Amina with her two children Mohamed and Sundes. Twelve years after fleeing her homeland of Somalia, she is settling into a permanent home.

Persons applying for an immigrant visa overseas and persons applying for legal permanent residence within the United States (known as status adjustment) are required to provide proof of vaccinations as a part of the medical examination process. If they do not already have proof, they must begin vaccination according to the CDC Vaccine Technical Instructions for the overseas exam or adjustment of status examination. The vaccination schedules in the Technical instructions are based on immunization schedules recommended by the Advisory Committee on Immunization Practices (ACIP).

For answers to questions about immunization and immigration, see Vaccination Criteria for U.S. Immigration.

For resources to support immunization and healthcare of immigrants, contact the state health department where the immigrants will settle.


Vaccination for Refugees

Although refugees are not required to have vaccinations before arrival in the United States, CDC, in collaboration with the Department of State, developed a Vaccination Program for U.S.-bound Refugees, which started in 2013 and is in the process of expansion. The program is implemented by the International Organization for Migration, and other international partners.  The goals of this program are to improve the health of refugees before and during travel, to reduce the risk of vaccine-preventable disease outbreaks, and to expedite school entry for children after arrival. As part of this program, refugees start the series of certain ACIP-recommended vaccinations during their overseas medical examination, before travel to the United States.

After one year in the US, refugees can apply for a change of status to that of legal permanent resident. At that time, they will be required to be fully vaccinated in accordance with CDC Technical Instructions for the status adjustment medical examination. Refugee vaccinations after arrival in the United States are paid for by various domestic agencies, including state and local health departments, Medicaid, the federal Vaccines for Children Program, and the Refugee Medical Assistance program of the U.S. Department of Health and Human Services’ Office of Refugee Resettlement.

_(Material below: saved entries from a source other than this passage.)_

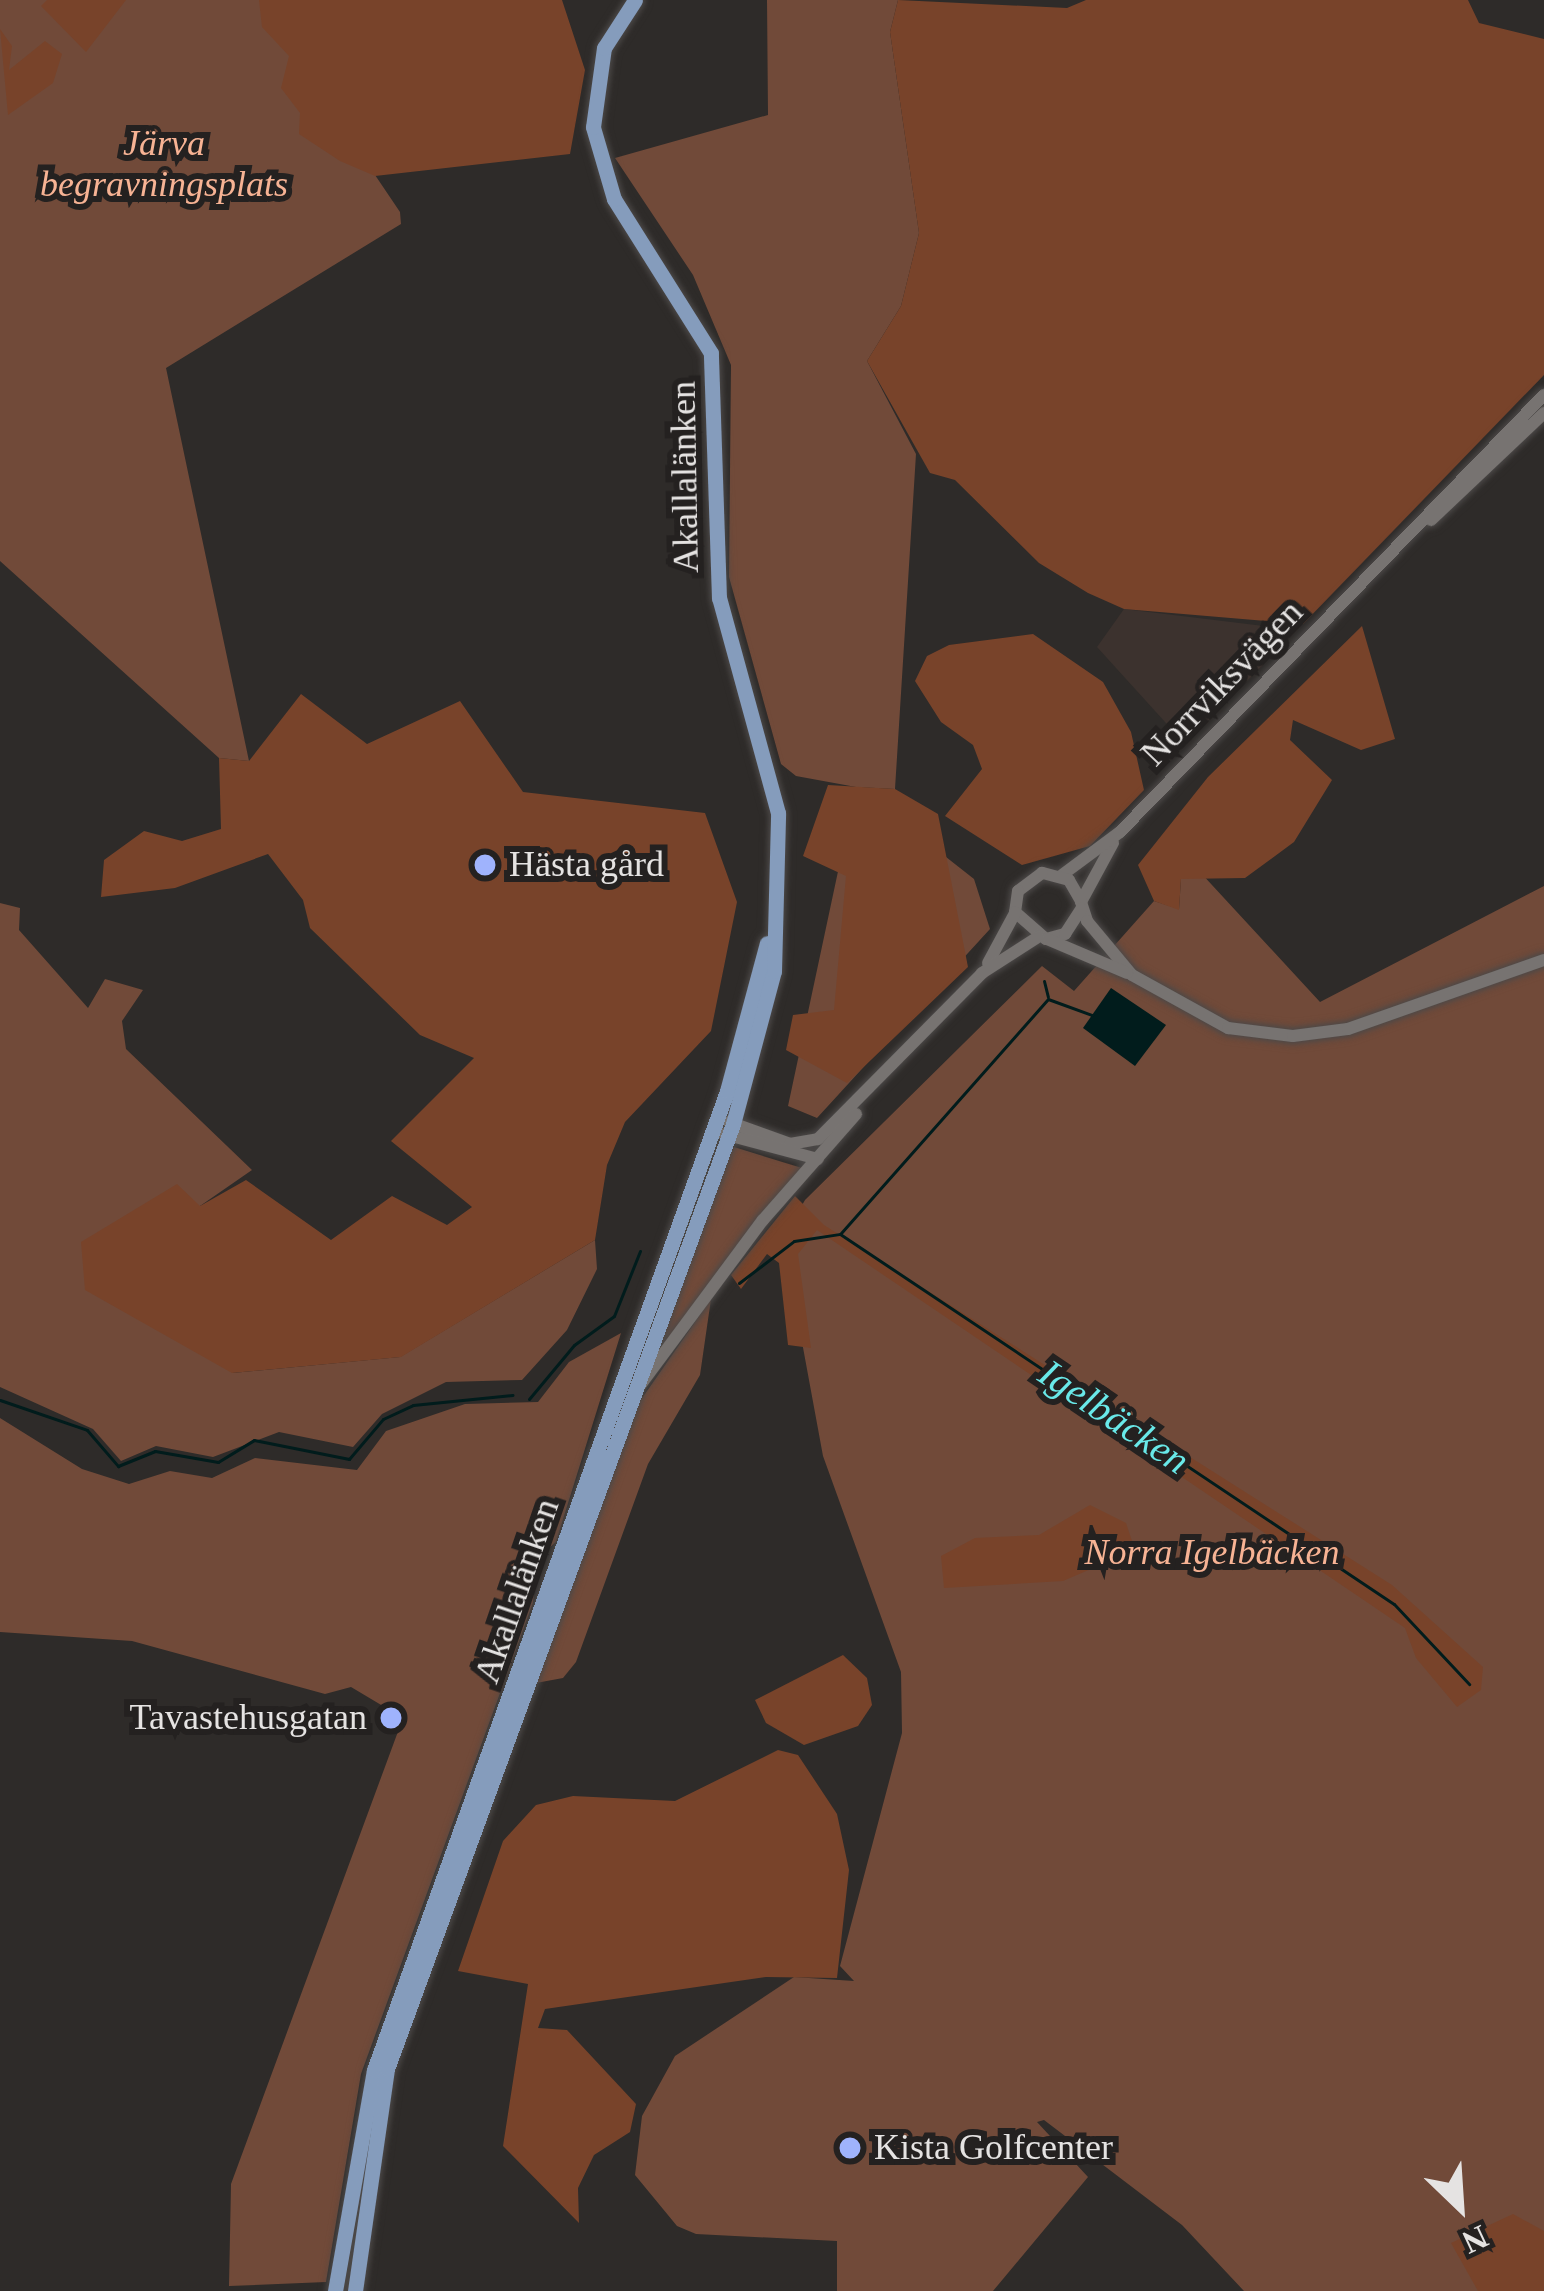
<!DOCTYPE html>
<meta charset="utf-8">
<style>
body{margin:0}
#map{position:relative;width:1544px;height:2291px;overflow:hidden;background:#2e2b29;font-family:Georgia,serif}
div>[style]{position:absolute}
.built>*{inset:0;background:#3c322e}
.green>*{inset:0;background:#714a39}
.forest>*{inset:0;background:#78432a}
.water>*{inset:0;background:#011c1c}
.stream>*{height:3px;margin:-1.5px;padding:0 1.5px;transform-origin:1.5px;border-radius:1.5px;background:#011c1c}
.roads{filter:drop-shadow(0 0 3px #4c4948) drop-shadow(0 0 3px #4c4948)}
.minor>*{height:12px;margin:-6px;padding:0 6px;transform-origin:6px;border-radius:6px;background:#777371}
.major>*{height:15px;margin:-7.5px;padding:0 7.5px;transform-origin:7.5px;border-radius:7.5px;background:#859cbc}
.dots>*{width:33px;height:33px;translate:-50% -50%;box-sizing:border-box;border:6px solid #242120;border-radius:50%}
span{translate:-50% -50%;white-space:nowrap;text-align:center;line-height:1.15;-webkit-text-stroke:12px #242120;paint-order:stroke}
.park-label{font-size:36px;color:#f7b394;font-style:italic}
.street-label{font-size:36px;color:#e5e3e2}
.poi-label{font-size:36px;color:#e5e3e2}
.left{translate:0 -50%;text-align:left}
.right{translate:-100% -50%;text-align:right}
.water-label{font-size:39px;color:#69e9e9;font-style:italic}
.north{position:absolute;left:1400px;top:2147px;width:120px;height:120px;-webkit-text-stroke:9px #242120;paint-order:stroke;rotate:155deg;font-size:33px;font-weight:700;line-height:48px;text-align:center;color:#e5e3e2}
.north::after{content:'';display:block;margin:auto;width:42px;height:54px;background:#e5e3e2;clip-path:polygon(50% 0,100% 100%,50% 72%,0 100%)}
</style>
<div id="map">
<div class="built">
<i style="clip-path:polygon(1124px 609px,1297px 630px,1185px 744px,1097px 647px)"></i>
</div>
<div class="green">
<i style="clip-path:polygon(0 0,296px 0,346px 132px,400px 212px,401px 224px,166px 368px,249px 761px,219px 758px,0 561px)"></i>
<i style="clip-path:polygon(767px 0,898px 0,890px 32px,919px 233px,901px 306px,867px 361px,916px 454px,895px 789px,857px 787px,974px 879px,990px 929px,817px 1118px,788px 1106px,856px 787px,796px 776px,781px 764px,729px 577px,731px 365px,693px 275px,615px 158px,768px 115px)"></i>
<i style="clip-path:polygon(1200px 872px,1320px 1002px,1544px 886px,1544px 2291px,1244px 2291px,1182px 2225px,1044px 2120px,1037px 2122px,1088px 2177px,993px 2291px,837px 2291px,837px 2241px,696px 2234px,677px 2226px,635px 2175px,642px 2116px,675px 2056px,794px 1977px,854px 1981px,840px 1966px,902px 1733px,901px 1672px,823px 1456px,783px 1239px,805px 1200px,1042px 966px,1074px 991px,1154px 901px,1179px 909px,1181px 879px)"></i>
<i style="clip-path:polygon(0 903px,20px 908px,19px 930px,88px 1008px,105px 979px,143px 990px,122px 1021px,126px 1049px,252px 1170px,200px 1206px,232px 1373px,400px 1357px,595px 1240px,597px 1269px,567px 1330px,522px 1380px,446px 1382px,382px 1414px,353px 1447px,279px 1432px,213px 1457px,156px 1446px,121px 1461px,93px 1429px,0 1387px)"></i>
<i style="clip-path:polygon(734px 1147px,802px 1168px,649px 1366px,731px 1151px)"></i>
<i style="clip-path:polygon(711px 1299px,700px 1375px,648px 1464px,576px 1662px,563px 1678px,536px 1683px,631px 1414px)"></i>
<i style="clip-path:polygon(621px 1333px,556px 1542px,537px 1558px,533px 1603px,361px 2074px,326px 2282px,229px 2286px,231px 2184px,403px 1718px,351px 1687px,325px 1694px,132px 1641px,0 1632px,0 1418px,82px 1469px,129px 1484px,170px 1471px,212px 1478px,255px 1458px,357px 1470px,386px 1431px,465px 1404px,538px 1402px,569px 1362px)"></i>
</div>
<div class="forest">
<i style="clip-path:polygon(47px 0,126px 0,86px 52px,41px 6px)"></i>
<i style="clip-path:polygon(259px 0,562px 0,585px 70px,570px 154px,375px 176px,340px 161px,299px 134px,300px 113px,281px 88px,289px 56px,262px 27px)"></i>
<i style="clip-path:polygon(898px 0,1067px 8px,1086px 0,1468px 0,1479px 23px,1544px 39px,1544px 375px,1303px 624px,1124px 609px,1088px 593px,1039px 563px,955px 480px,930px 473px,867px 361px,901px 306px,919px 233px,890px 32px)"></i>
<i style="clip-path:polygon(0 29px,12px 46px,9px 70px,45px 41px,62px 54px,53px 83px,8px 115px)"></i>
<i style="clip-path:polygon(1362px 626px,1395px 739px,1361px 750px,1293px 720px,1290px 740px,1332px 780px,1294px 842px,1245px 878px,1181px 879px,1179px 910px,1154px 901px,1138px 865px,1208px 777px)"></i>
<i style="clip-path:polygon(1033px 634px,1103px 682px,1131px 732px,1144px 790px,1090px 846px,1022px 865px,945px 816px,982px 769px,973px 745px,941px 722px,915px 681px,927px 656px,949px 645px)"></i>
<i style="clip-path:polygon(301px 694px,367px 744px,460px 701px,523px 792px,705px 813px,737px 902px,711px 1031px,625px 1122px,607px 1165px,595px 1240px,401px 1357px,232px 1373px,85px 1290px,81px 1242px,177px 1184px,200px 1206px,246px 1180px,331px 1240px,392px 1196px,447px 1225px,472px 1207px,391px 1141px,474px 1058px,420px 1035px,310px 928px,303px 900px,268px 854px,175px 888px,101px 897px,104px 860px,144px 831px,182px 841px,221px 829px,219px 758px,249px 761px)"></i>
<i style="clip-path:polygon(828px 785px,895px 789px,938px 814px,968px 967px,847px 1083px,786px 1050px,793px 1015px,834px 1010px,846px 876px,803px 856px)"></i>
<i style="clip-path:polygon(795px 1196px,824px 1225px,1392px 1585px,1483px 1667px,1481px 1690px,1457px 1707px,1416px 1658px,1405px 1628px,817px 1230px,798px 1254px,811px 1348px,788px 1345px,779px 1263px,767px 1254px,741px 1289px,731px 1275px)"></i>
<i style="clip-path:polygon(1090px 1505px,1126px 1523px,1135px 1550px,1063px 1581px,944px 1588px,941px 1556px,975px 1538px,1039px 1535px)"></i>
<i style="clip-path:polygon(843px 1655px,867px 1678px,872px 1705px,858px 1726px,804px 1745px,766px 1723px,755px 1700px)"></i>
<i style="clip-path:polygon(778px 1750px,798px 1755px,837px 1814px,849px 1870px,837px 1978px,766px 1977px,545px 2009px,538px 2028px,567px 2030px,636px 2104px,630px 2132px,594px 2155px,578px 2188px,579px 2223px,503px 2146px,528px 1984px,458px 1971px,503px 1841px,536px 1805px,573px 1796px,675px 1801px)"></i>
<i style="clip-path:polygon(1513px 2214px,1544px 2231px,1544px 2291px,1478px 2291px,1451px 2243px)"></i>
</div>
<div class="water">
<i style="clip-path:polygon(1111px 988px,1166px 1025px,1135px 1066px,1083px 1028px)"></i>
</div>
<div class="stream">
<i style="left:1044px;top:981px;width:16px;rotate:76deg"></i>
<i style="left:841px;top:1233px;width:312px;rotate:-48.5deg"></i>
<i style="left:1048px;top:999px;width:47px;rotate:20deg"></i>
<i style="left:739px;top:1283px;width:69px;rotate:-37.4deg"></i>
<i style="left:794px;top:1241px;width:47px;rotate:-8.7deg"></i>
<i style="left:840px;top:1234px;width:666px;rotate:33.74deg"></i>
<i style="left:1394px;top:1604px;width:110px;rotate:46.8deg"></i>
<i style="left:529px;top:1399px;width:70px;rotate:-50.2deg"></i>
<i style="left:574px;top:1345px;width:49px;rotate:-35.9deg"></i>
<i style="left:614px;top:1316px;width:70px;rotate:-68.2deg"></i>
<i style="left:0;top:1400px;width:92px;rotate:19deg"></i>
<i style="left:87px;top:1430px;width:48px;rotate:49.3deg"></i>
<i style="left:118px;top:1466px;width:40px;rotate:-22deg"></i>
<i style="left:155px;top:1451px;width:64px;rotate:9.9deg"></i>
<i style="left:218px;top:1462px;width:42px;rotate:-31.4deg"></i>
<i style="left:254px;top:1440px;width:97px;rotate:11.3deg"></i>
<i style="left:349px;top:1459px;width:52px;rotate:-49.6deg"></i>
<i style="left:383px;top:1419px;width:33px;rotate:-25deg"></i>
<i style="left:413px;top:1405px;width:100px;rotate:-5.8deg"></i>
</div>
<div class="roads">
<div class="minor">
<i style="left:1431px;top:520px;width:156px;rotate:-43.4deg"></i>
<i style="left:1113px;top:843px;width:67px;rotate:118.5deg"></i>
<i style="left:1081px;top:902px;width:20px;rotate:72deg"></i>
<i style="left:1087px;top:921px;width:70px;rotate:50.2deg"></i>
<i style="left:1132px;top:975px;width:110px;rotate:28.9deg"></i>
<i style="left:1228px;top:1028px;width:65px;rotate:7deg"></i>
<i style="left:1293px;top:1036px;width:55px;rotate:-7.3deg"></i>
<i style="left:1348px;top:1029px;width:208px;rotate:-19.4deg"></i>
<i style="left:1062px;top:875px;width:72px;rotate:-36.6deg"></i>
<i style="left:1120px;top:832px;width:609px;rotate:-45.87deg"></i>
<i style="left:1081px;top:901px;width:24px;rotate:-120deg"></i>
<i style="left:1069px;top:880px;width:28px;rotate:-165deg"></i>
<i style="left:1042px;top:873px;width:30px;rotate:143deg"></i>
<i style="left:1018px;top:891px;width:21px;rotate:98deg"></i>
<i style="left:1015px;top:912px;width:41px;rotate:41.1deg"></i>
<i style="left:1046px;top:939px;width:20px;rotate:-15deg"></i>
<i style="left:1065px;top:934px;width:30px;rotate:-57deg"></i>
<i style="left:1047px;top:939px;width:87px;rotate:23deg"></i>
<i style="left:988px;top:963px;width:57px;rotate:-61.6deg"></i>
<i style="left:729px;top:1122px;width:65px;rotate:19.8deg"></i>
<i style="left:790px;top:1144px;width:28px;rotate:-10deg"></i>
<i style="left:818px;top:1139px;width:233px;rotate:-45.3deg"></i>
<i style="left:982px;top:973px;width:67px;rotate:-32.7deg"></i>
<i style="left:724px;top:1134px;width:97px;rotate:14.9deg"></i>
<i style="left:641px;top:1384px;width:204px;rotate:-53.4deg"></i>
<i style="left:763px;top:1220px;width:141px;rotate:-48.7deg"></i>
</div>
<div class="major">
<i style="left:335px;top:2291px;width:224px;rotate:-80deg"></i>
<i style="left:374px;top:2070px;width:1041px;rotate:-70.17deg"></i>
<i style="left:727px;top:1091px;width:153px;rotate:-74.9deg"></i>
<i style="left:355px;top:2291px;width:224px;rotate:-81.8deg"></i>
<i style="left:387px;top:2069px;width:1006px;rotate:-69.89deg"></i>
<i style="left:733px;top:1124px;width:158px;rotate:-75deg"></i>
<i style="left:774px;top:971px;width:158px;rotate:-88.5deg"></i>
<i style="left:778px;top:813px;width:223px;rotate:-105.3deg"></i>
<i style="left:719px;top:598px;width:245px;rotate:-91.9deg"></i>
<i style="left:711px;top:353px;width:182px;rotate:-122.2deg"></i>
<i style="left:614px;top:199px;width:75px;rotate:-106.3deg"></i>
<i style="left:593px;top:127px;width:80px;rotate:-82.1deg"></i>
<i style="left:604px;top:48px;width:57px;rotate:-57.1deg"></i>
</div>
</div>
<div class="dots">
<i style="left:485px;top:865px;background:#9fb3fd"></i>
<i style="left:391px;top:1718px;background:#9fb3fd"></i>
<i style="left:850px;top:2148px;background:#9fb3fd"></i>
</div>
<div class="park-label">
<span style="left:164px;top:164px">Järva<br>begravningsplats</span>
<span style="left:1212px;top:1553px">Norra Igelbäcken</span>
</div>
<div class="street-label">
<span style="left:685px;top:477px;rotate:-91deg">Akallalänken</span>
<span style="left:1222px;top:683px;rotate:-46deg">Norrviksvägen</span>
<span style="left:517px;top:1591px;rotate:-71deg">Akallalänken</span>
</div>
<div class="poi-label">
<span class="left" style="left:509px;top:865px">Hästa gård</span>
<span class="right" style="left:367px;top:1718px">Tavastehusgatan</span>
<span class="left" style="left:874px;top:2148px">Kista Golfcenter</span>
</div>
<div class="water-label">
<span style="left:1114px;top:1417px;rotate:34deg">Igelbäcken</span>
</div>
<div class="north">N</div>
</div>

For resources to support immunization and healthcare of refugees, contact the state health department where the refugees will settle.

You can also find guidelines on Evaluating and Updating Immunizations during the Domestic Medical Examination for Newly Arrived Refugees.


Vaccination and International Adoption

Children entering the United States as adoptees are considered immigrants under immigration law. So, they must also provide proof of vaccination during the overseas medical examination. However, for adoptees 10 years of age and under, immigration law allows for their adoptive parents to sign an affidavit stating they will be vaccinated after arrival to the United States. For information on the medical examination process for adoptees, see International Adoption: Health Guidance and the Immigration Process.